Ukrainian politician

Natalia Vasylivna Veselova (Наталія Василівна Веселова; born August 27, 1975) is a Ukrainian politician. She was elected to the Verkhovna Rada in the October 2014 Ukrainian parliamentary election, appearing 9th on the party list of Samopomich. Director of the charity 'Charity Fund for Helping the Donbass Battalion'. She failed to get reelected in the 2019 Ukrainian parliamentary election.

== Biography ==
Veselova was born in Sloviansk. In 1997 graduated from the Sloviansk State Pedagogic University. In 1996 started working as an elementary school teacher, in 1997 started teaching Ukrainian Language and Literature in high school in Sloviansk.

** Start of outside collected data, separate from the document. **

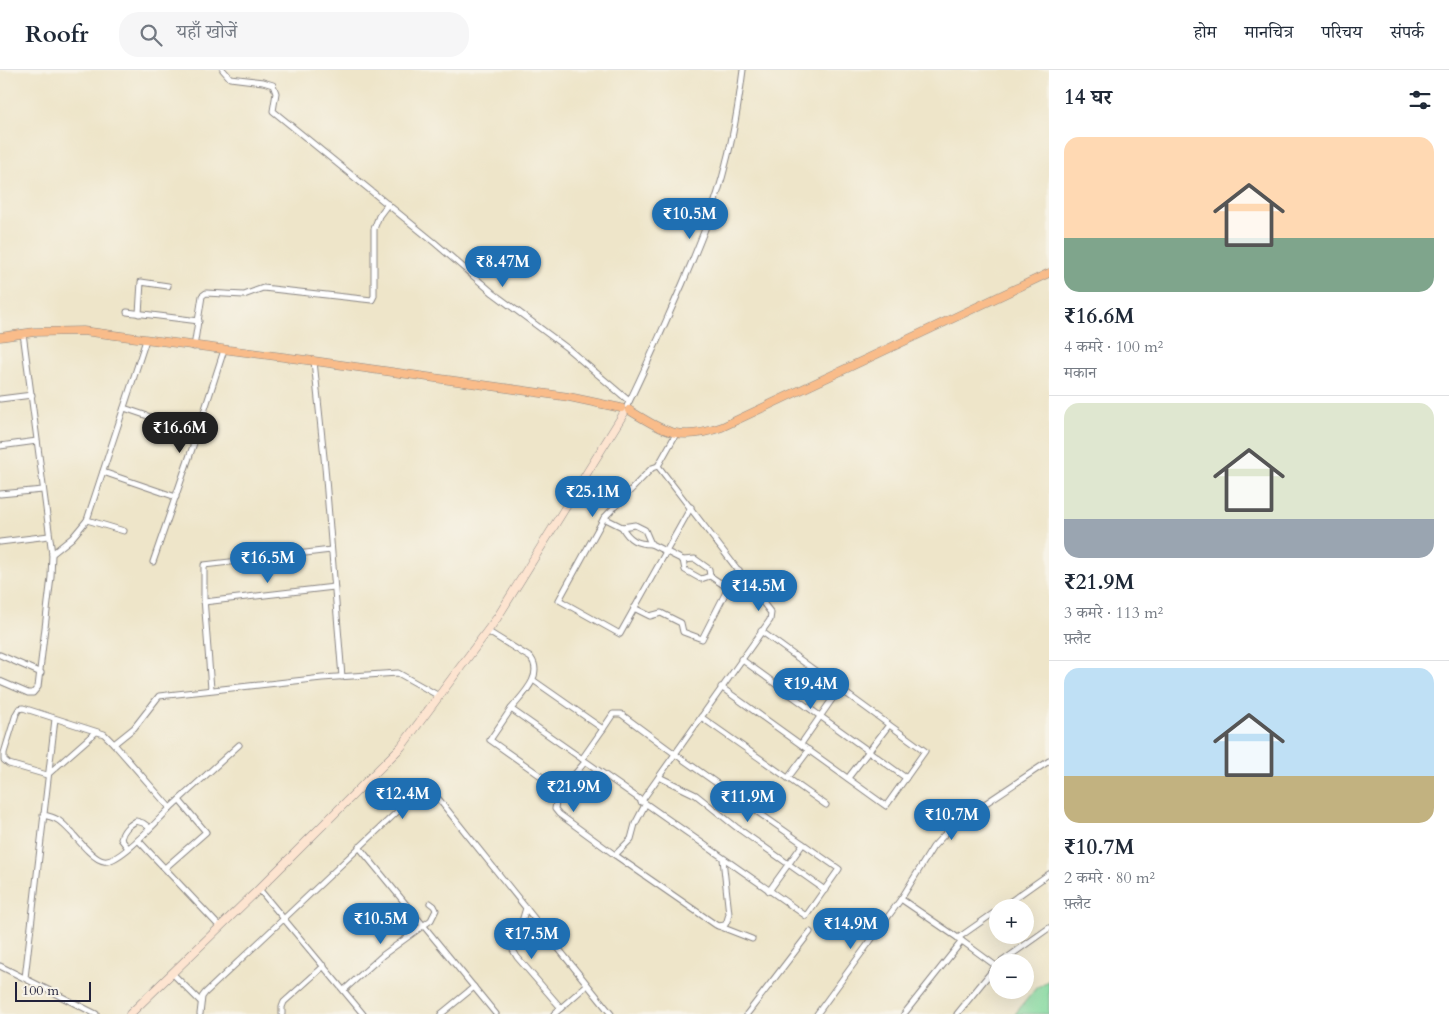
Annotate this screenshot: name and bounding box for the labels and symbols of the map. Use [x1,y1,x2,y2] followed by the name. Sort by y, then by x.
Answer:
[649,198,731,240] pin: ₹10.5M
[462,246,544,288] pin: ₹8.47M
[139,412,221,454] pin: ₹16.6M
[552,476,634,518] pin: ₹25.1M
[227,542,309,584] pin: ₹16.5M
[718,570,800,612] pin: ₹14.5M
[770,668,852,710] pin: ₹19.4M
[533,770,615,813] pin: ₹21.9M
[362,778,444,820] pin: ₹12.4M
[707,780,789,823] pin: ₹11.9M
[911,798,993,841] pin: ₹10.7M
[340,902,422,945] pin: ₹10.5M
[810,908,892,950] pin: ₹14.9M
[491,918,573,960] pin: ₹17.5M
[15,979,91,1002] scale bar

In 1997-2000 worked as a specialist for pension assignment in the Sloviansk District Administration for the Social Support. In 2000 started working in the Sloviansk District Administration for Labour and Social Support, as a First Category Specialist in supporting disabled veterans and workers. In 2004 was appointed to the post of the First Category Specialist to the Department of Pensions in the administration of the Pensions Fund of Ukraine in Proletar district in Donetsk.

In August 2005 - May 2014 worked as a Head State Social Inspector of the Labour Administration in Proletar District Council in the city of Donetsk.

She is the Director of the Ukrainian Charity 'Ukrainian Legal Foundation'. Starting July 2013 is a member of VEGO Mama-86, took active part in the environmental movement in Ukraine.

In 2014, on the initiative of the Commander of the Donbas Battalion, Semen Semenchenko, founded the charity 'Charity Fund for Helping the Donbas Battalion', which she is running on voluntary basis until now.

Veselova was elected to the Verkhovna Rada in the October 2014 Ukrainian parliamentary election, appearing 9th on the party list of Samopomich. In October 2017 Veselova was expelled from the Samopomich parliamentary faction because the party claimed she "did not share the position of the faction, its values and principles”, especially concerning the political status of the Ukrainian territory controlled by the breakaway self-declared Donetsk and Luhansk People's Republics. She did not join another faction.

In the 2019 Ukrainian parliamentary election Veselova failed to win a seat as "People's Power" candidate in constituency 51 situated in Donetsk Oblast, she gained 0.6% of the vote.

Natalia Veselova is married and has two children.